One thing to be careful to avoid confusing is the difference between the actual text of the Missal of 1969 - the Ordinary Form or “Novus Ordo” that can be celebrated in English - and other changes in discipline or common practice that are not directly related to the Missal.
Example 1: Prayers at the Foot of the Altar and Last Gospel. These were actually removed from the Ordinary Form of the Mass and cannot be said as part of it. I don’t know why, but that’s the way it is.
Example 2: Kneeling at a communion rail to receive Holy Communion on the tongue from a priest. Kneeling to receive is relatively rare in celebrations of the Ordinary Form, and Extraordinary Ministers (lay people) and reception in the hand are permitted - but that’s not really a change to the Missal itself, but rather a change in practice. The Ordinary Form can be and sometimes is celebrated with the traditional ways of receiving Holy Communion. Same goes for Ad orientem for the Eucharistic Prayer/Canon.

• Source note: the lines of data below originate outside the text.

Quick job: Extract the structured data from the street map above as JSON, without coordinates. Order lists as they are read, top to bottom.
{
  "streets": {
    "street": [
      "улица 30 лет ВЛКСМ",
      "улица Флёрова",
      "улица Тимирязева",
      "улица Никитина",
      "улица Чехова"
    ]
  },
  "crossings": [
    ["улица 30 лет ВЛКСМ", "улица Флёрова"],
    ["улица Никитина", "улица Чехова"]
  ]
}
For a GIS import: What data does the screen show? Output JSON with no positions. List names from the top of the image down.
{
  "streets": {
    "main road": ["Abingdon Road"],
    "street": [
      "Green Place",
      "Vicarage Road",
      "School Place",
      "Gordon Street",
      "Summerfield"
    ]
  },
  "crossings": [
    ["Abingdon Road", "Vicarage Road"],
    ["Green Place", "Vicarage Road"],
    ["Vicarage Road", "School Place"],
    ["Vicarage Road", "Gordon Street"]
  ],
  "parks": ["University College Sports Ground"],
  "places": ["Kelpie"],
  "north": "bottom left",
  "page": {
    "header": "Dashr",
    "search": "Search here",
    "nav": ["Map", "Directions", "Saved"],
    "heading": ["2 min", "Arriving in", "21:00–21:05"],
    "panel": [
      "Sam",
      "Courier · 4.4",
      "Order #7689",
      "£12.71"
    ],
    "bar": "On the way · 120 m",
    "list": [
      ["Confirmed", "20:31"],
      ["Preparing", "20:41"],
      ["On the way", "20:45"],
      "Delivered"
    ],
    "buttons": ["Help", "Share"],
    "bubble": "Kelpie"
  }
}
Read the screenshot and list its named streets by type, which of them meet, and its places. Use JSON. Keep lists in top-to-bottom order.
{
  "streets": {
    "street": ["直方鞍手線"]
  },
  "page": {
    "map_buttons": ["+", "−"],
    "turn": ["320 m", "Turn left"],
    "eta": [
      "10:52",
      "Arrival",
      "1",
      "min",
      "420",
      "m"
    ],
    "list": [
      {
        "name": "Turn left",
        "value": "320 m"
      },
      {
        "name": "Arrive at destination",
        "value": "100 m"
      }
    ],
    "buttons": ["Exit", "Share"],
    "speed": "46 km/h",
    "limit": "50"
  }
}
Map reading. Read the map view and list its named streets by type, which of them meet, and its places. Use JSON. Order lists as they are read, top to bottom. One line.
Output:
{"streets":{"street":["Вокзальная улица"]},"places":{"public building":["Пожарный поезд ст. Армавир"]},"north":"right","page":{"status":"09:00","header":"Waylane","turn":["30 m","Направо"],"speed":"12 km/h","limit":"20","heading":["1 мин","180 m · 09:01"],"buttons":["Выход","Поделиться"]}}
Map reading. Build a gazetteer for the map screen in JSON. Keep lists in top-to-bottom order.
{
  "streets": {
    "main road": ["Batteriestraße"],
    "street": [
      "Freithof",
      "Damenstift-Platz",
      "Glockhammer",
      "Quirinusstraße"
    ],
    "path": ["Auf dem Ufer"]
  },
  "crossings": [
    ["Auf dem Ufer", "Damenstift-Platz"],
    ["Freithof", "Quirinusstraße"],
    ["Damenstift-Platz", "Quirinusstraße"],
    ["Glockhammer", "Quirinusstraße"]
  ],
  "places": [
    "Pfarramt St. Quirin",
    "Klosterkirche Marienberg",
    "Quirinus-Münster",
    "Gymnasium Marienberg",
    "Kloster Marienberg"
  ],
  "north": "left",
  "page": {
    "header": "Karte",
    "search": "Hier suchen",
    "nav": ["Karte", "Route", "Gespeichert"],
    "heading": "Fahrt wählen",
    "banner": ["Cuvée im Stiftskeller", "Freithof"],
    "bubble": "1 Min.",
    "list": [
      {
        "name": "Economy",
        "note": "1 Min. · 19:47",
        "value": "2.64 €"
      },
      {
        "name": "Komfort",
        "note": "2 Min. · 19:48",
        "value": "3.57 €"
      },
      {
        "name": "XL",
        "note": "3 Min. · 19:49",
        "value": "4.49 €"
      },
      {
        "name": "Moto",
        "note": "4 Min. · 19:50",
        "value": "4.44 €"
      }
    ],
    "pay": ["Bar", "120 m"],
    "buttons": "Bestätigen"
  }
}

Other things that are often absent from modern Churches or from celebrations of the Ordinary Form, but can still be used include: statues, High Altar, votive candles, Sanctus bells, Communion patens, burse, chalice veil, and pall and paten, Latin, and Gregorian chant. The Confiteor and Roman Canon are both optional and could be used all the time; the Sign of Peace is optional and could be omitted all the time. Incense also could be used any time.